**The data:**
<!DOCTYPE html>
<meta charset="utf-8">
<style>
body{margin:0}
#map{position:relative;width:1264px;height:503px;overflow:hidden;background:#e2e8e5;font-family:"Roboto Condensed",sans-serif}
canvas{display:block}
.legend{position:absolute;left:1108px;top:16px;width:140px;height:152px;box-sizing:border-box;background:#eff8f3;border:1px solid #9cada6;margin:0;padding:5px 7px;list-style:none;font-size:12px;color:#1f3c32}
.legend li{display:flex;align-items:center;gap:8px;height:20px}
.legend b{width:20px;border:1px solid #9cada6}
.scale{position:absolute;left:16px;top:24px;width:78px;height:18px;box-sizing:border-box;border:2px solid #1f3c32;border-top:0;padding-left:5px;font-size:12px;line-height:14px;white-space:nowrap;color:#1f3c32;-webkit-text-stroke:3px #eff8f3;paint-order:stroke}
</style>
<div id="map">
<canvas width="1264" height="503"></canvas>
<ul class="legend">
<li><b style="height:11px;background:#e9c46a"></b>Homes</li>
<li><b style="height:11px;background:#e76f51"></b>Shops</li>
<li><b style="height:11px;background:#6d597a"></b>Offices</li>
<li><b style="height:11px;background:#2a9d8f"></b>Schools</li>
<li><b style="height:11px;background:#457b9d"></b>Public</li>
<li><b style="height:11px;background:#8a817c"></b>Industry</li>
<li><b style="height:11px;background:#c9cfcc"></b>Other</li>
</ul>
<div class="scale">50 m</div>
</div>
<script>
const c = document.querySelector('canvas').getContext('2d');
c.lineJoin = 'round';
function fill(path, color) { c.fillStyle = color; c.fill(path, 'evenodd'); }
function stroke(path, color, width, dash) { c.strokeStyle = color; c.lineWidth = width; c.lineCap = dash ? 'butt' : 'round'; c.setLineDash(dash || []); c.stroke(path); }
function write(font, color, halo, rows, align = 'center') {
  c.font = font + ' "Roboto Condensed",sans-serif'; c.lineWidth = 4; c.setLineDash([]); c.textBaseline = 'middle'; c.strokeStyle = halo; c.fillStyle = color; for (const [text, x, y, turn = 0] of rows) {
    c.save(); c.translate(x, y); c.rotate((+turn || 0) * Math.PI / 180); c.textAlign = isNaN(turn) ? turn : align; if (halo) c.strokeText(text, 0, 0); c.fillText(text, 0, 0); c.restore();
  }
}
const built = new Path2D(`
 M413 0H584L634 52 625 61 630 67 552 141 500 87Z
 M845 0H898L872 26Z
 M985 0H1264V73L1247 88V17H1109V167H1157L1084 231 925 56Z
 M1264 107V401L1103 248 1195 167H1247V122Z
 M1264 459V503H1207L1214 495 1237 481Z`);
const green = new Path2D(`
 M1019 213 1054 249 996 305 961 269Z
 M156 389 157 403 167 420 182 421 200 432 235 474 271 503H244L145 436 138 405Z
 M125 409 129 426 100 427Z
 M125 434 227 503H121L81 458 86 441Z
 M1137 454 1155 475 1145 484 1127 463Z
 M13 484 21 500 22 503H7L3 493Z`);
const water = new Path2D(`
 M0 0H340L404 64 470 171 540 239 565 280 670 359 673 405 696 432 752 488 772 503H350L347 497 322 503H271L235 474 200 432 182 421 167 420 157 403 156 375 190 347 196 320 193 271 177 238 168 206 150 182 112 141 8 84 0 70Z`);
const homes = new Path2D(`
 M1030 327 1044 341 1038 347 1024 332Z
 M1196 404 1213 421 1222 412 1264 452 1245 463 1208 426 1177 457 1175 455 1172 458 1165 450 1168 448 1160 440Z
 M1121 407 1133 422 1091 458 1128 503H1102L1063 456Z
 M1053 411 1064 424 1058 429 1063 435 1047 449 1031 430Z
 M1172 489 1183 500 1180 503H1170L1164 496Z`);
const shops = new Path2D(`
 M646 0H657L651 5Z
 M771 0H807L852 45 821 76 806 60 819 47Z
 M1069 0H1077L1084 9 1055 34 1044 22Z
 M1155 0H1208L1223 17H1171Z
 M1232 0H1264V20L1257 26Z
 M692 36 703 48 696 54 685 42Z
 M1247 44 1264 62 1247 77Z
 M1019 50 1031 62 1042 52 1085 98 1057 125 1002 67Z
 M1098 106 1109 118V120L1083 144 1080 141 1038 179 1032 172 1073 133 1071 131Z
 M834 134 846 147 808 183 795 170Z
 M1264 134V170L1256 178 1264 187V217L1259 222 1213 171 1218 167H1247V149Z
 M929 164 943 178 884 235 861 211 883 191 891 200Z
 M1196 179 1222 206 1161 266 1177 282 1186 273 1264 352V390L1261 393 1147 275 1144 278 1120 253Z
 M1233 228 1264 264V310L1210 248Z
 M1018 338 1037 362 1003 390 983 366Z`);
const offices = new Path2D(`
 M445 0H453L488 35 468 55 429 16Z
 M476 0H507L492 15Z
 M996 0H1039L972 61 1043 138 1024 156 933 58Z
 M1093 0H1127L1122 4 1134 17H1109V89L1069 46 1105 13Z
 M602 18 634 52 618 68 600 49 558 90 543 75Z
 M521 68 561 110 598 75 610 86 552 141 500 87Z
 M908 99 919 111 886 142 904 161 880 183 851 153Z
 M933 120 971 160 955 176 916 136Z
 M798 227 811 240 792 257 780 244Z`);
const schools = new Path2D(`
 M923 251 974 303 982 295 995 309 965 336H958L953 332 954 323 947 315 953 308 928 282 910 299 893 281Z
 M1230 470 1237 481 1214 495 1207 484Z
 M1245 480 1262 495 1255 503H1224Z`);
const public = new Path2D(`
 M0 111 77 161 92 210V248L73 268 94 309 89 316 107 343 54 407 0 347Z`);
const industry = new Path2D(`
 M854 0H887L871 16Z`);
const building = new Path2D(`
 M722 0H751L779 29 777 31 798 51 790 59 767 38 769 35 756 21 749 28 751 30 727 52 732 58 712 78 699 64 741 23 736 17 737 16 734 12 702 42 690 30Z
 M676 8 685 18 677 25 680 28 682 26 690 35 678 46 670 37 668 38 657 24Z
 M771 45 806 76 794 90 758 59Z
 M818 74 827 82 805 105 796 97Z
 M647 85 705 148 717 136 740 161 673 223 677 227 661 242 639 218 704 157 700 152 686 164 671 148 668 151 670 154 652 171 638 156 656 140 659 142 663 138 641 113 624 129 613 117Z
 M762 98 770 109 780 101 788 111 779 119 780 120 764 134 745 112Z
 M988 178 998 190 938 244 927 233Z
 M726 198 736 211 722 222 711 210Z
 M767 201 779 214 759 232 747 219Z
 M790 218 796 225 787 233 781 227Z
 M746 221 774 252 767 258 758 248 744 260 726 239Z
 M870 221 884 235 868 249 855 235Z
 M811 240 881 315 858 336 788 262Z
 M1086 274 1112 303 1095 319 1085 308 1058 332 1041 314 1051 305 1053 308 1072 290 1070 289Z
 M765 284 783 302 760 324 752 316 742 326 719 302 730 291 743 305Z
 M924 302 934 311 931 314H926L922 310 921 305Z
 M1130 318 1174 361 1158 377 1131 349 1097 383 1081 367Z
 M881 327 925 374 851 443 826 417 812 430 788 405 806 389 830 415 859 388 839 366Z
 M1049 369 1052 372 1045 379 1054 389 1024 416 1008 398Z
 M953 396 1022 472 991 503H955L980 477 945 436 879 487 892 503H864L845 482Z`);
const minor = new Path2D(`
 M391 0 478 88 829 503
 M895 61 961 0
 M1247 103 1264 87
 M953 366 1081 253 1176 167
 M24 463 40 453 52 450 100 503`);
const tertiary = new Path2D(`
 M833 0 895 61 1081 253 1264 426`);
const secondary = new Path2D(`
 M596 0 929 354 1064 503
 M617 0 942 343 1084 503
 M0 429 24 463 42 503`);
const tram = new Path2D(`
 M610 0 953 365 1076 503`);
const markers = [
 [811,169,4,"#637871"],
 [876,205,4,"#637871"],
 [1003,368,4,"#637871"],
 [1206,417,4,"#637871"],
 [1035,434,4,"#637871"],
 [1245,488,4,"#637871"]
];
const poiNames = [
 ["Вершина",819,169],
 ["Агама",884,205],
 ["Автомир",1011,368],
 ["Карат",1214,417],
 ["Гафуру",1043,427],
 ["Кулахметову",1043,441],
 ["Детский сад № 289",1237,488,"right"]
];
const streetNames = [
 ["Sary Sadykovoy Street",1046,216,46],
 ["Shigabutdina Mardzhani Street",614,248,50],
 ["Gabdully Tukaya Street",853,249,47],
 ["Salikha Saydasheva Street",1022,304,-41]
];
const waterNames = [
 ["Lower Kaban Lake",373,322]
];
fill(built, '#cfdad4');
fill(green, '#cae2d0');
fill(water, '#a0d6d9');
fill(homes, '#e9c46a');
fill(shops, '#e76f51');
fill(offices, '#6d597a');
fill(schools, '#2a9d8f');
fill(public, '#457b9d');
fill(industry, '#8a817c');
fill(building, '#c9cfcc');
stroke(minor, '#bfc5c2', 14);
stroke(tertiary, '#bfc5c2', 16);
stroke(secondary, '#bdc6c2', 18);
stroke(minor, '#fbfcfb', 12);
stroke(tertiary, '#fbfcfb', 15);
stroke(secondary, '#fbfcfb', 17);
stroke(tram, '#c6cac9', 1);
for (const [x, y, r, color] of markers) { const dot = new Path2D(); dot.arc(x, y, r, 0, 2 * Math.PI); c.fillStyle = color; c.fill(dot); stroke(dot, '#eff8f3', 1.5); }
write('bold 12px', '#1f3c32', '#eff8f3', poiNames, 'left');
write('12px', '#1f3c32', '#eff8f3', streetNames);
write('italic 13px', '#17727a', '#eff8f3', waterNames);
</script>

**Your instructions:** How many of the lines above hold "display"? Answer with only the number.

**Final answer:** 2